= Given information =
--- START ---

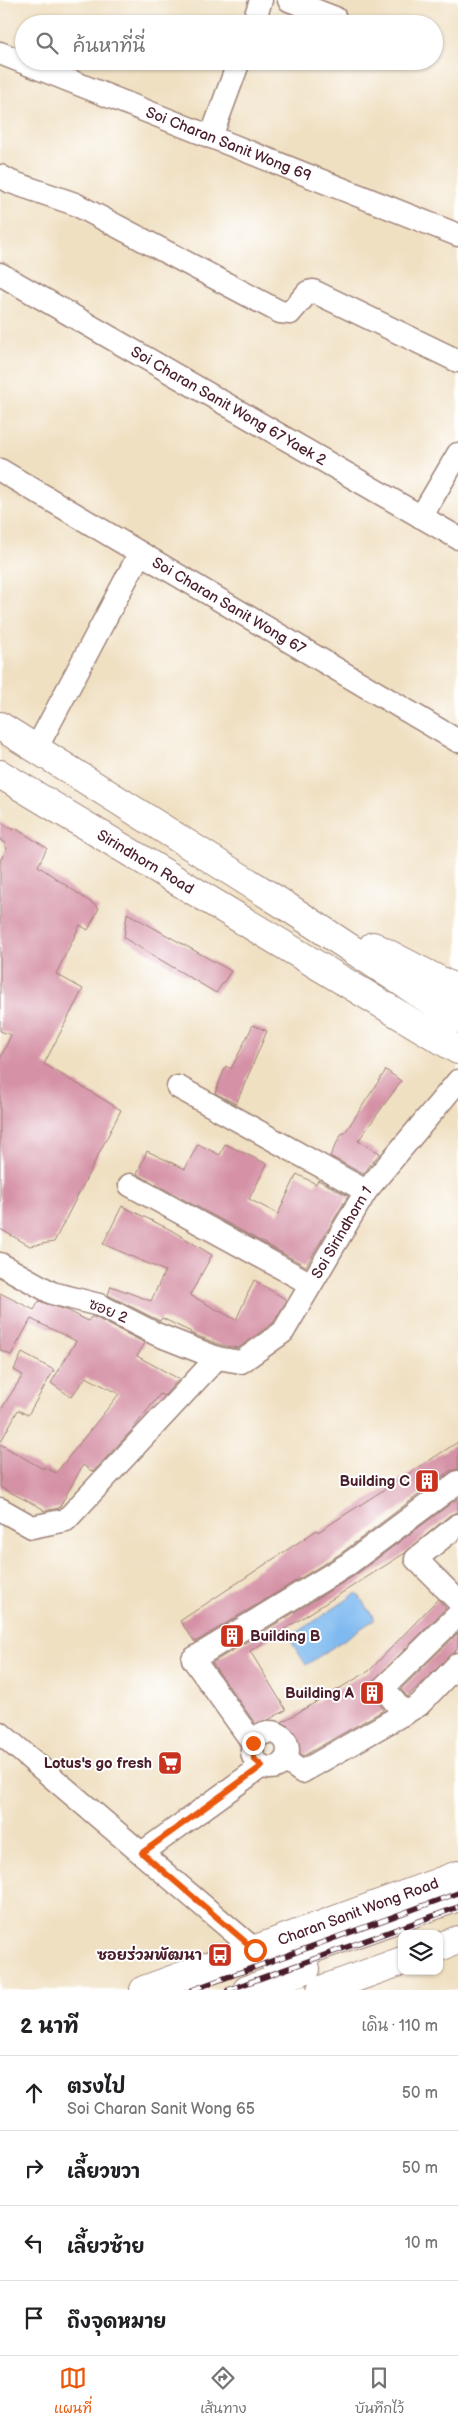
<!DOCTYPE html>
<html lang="th">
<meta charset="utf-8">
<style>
:root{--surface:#fff;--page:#f6f6f6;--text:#202124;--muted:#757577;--line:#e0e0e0;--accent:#ea580c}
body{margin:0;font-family:"Balsamiq Sans","Playpen Sans Thai",sans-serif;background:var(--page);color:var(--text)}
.controls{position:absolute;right:15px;bottom:15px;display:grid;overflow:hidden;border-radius:10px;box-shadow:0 1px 4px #0004}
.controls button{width:45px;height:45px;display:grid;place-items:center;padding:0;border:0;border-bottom:1px solid var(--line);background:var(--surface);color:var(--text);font:25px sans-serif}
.stop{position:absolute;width:15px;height:15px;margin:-11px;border:4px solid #ea580c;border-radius:50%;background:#fff}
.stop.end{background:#ea580c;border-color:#fff;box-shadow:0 1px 5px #0008}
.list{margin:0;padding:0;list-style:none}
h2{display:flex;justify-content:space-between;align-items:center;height:65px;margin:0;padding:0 20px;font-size:21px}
h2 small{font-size:16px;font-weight:400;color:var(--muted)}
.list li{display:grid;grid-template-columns:32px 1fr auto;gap:15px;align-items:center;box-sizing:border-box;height:75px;padding:0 20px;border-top:1px solid var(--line)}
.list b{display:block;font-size:19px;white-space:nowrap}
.list p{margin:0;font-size:16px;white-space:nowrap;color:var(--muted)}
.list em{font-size:16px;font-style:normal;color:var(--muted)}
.icon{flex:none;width:28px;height:28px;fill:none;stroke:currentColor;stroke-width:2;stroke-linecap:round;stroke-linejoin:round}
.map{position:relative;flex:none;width:458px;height:1990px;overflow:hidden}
.search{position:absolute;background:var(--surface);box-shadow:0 1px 4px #0004;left:15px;right:15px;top:15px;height:55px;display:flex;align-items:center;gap:12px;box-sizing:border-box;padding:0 18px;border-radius:28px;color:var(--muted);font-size:19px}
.sheet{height:365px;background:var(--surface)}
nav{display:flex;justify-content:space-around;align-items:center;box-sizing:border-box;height:70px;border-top:1px solid var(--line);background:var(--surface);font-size:14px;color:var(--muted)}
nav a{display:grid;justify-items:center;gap:2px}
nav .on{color:var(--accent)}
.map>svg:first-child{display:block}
.water{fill:#7ebaf0;stroke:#646c8e}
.building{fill:#d592a6}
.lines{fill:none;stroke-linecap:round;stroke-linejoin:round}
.minor-casing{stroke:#9d8076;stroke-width:25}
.major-casing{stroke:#9d8076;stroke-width:30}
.minor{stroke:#fff;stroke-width:22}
.major{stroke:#fff;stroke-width:28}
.rail-casing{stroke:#4a1f2b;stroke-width:5.5}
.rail{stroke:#fff;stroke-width:4;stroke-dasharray:11;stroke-linecap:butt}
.route{stroke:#ea580c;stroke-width:6}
.labels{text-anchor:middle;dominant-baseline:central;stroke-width:4;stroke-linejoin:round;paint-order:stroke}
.street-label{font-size:15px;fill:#4a1f2b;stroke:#fff}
.poi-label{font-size:15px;font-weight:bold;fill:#4a1f2b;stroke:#fff;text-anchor:end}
</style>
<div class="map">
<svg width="458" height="1990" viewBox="0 0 458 1990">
<rect width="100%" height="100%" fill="#fff"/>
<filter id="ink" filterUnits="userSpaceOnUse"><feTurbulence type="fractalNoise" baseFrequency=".02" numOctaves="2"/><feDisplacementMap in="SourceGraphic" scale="10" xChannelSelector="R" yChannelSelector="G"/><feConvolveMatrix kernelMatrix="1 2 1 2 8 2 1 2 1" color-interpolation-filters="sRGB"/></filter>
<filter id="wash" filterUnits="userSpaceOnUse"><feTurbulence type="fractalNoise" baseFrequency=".0096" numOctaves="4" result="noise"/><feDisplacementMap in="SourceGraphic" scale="20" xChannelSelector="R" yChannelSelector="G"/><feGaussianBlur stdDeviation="1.12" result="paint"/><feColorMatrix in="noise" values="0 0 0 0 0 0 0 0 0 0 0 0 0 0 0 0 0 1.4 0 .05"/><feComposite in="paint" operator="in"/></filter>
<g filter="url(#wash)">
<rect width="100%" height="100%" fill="#f0e0c2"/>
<path class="water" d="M357,1593L375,1619L306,1665L289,1638Z"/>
<g id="blocks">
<g class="building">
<path d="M0,822L14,830L15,828L47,848L38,866L99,908L88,930L80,925L56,974L83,989L44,1064L121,1110L54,1242L30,1246L0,1229V1059L11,1035L0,1031V861L7,848L5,847L6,844L0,840Z"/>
<path d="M127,913L231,971L216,993L124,938Z"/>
<path d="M253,1025L267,1031L236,1104L215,1093L226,1066L231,1069Z"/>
<path d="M386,1070L401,1081L358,1141L380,1153L363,1174L330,1156L342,1133L344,1134Z"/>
<path d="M198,1144L220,1155L225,1144L267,1164L249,1199L278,1214L297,1174L316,1184L318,1180L348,1196L306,1266L137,1174L147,1151L185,1169Z"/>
<path d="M122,1206L171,1230L212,1255L190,1295L236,1320L254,1280L287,1300L273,1323L238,1348L221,1345L190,1333L191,1332L162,1318L160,1321L108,1295L111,1286L151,1301L165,1271L103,1244Z"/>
<path d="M0,1293L34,1310L39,1301L69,1311L88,1321L91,1317H94L145,1343L137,1356L179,1379L164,1396L160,1394L132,1430L93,1472L83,1465L59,1508L43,1511V1509L0,1487V1444L43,1469L44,1467L56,1473L119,1394L86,1377L71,1397L51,1383L76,1341L31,1319L11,1355L0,1350Z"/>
<path d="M22,1353L54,1370L28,1415L18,1410L0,1443V1411L23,1375L14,1370Z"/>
<path d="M458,1442V1469L450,1471L340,1554L195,1642L180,1621L317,1530L318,1532Z"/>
<path d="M458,1498V1512L450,1515L405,1553L250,1651L286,1710L257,1726L212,1663L354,1576Z"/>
<path d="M438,1599L446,1608L371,1684L373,1696L384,1710L303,1756L300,1754L282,1722L369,1671Z"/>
<path d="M458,1633V1648L407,1697L401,1689Z"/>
</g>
</g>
</g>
<g filter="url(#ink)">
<use href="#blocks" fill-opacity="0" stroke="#9d8076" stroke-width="1"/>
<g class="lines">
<defs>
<g id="minor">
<path d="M289,0L335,18"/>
<path d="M253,24L261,0"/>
<path id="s1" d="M0,53L458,235"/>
<path d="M211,137L239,61"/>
<path d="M0,176L11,182L75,204L280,312L290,313L308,292L313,291L458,361"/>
<path id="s2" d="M0,274L458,538"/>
<path id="s3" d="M0,470L458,741"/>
<path d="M421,517L458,454"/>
<path d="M36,749L140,553"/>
<path d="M178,1087L366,1191"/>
<path d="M130,1185L311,1284"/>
<path id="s4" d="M0,1264L52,1293L99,1305L156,1334L217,1358L241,1362L283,1332L366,1191L458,1081"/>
<path d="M0,1509L32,1527L66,1520L217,1358"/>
<path d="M458,1525L416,1559L458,1601"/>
<path d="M405,1714L383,1688L458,1615"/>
<circle cx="270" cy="1750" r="18"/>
<path d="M0,1733L255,1950"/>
<path d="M253,1743L193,1659L347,1565L458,1482"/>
<path d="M285,1760L302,1772L419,1705L458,1664"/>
<path d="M142,1853L262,1766"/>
</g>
<g id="major">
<path d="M0,726L286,906L458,1019"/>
<path id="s5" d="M0,774L458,1050"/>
<path d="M373,946L458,990"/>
<path d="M439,1947L458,1940"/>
<path d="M275,1962L458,1897"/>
<path id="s6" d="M144,1990L458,1875"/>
<path d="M247,1990L306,1969"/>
<path d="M321,1990L402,1961"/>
</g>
</defs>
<use href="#minor" class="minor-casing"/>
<use href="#major" class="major-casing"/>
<use href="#minor" class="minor"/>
<use href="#major" class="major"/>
<defs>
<g id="rail">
<path d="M192,1990L458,1893"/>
<path d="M228,1990L458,1907"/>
</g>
</defs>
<use href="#rail" class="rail-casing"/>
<use href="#rail" class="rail"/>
</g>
</g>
<g class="lines" filter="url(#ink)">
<path class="route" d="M253,1743L254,1759L262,1766L142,1853L255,1950"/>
</g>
<defs>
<symbol id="building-square" viewBox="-11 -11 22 22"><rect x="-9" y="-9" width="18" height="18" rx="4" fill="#c8321e" stroke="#fff"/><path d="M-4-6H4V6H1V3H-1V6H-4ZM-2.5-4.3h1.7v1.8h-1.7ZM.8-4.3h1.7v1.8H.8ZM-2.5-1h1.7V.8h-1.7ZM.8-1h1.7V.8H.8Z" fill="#fff"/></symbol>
<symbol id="supermarket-square" viewBox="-11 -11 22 22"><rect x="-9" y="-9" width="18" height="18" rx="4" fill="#c8321e" stroke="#fff"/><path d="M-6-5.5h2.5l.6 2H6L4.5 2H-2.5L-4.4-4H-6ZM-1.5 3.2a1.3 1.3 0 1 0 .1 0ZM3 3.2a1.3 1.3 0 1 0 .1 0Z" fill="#fff"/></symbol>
<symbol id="bus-square" viewBox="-11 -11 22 22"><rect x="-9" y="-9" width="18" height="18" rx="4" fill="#c8321e" stroke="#fff"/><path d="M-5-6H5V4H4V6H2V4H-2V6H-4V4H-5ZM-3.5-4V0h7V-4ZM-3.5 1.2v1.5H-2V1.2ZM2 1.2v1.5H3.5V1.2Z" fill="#fff"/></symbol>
</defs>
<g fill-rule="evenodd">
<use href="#building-square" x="413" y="1467" width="28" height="28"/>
<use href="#building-square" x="218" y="1622" width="28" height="28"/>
<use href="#building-square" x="358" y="1679" width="28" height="28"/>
<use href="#supermarket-square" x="156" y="1749" width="28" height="28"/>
<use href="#bus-square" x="206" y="1941" width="28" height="28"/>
</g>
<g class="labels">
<g class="street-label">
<text stroke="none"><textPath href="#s1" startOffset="246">Soi Charan Sanit Wong 69</textPath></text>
<text stroke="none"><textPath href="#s2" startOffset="264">Soi Charan Sanit Wong 67 Yaek 2</textPath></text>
<text stroke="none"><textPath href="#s3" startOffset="266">Soi Charan Sanit Wong 67</textPath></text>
<text stroke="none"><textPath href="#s5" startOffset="170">Sirindhorn Road</textPath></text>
<text stroke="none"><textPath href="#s4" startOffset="429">Soi Sirindhorn 1</textPath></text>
<text transform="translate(108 1311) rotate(23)">ซอย 2</text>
<text stroke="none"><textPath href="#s6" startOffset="228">Charan Sanit Wong Road</textPath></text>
</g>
<g class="poi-label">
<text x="410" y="1481">Building C</text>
<text x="250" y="1636" text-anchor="start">Building B</text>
<text x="354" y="1693">Building A</text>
<text x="152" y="1763">Lotus's go fresh</text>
<text x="202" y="1955">ซอยร่วมพัฒนา</text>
</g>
</g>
</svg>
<div class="controls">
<button><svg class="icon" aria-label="layers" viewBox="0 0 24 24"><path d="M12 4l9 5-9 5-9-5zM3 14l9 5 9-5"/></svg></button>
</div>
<div class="stop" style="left:255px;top:1950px"></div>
<div class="stop end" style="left:253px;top:1743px"></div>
<div class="search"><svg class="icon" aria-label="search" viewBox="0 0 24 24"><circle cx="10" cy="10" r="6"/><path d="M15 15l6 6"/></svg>ค้นหาที่นี่</div>
</div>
<section class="sheet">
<h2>2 นาที<small>เดิน · 110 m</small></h2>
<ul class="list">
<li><svg class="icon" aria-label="ahead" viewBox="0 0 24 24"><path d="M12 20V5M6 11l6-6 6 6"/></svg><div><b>ตรงไป</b><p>Soi Charan Sanit Wong 65</p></div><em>50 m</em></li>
<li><svg class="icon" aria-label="right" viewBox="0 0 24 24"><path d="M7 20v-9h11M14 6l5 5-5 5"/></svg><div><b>เลี้ยวขวา</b></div><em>50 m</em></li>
<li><svg class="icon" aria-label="left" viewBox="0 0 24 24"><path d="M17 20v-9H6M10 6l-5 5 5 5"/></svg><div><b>เลี้ยวซ้าย</b></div><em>10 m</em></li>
<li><svg class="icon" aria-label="arrive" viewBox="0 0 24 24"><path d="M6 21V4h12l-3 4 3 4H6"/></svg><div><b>ถึงจุดหมาย</b></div></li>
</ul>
</section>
<nav>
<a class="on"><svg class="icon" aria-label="map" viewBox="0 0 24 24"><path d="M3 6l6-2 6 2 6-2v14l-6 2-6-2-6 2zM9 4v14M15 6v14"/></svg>แผนที่</a>
<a><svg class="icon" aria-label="directions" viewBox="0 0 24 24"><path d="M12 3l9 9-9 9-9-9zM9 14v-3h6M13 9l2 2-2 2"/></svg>เส้นทาง</a>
<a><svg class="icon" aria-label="saved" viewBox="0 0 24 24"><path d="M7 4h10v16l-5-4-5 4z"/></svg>บันทึกไว้</a>
</nav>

--- END ---

= Problem description =
From the entries above, list each line with "linecap" in it.

= Result =
.icon{flex:none;width:28px;height:28px;fill:none;stroke:currentColor;stroke-width:2;stroke-linecap:round;stroke-linejoin:round}
.lines{fill:none;stroke-linecap:round;stroke-linejoin:round}
.rail{stroke:#fff;stroke-width:4;stroke-dasharray:11;stroke-linecap:butt}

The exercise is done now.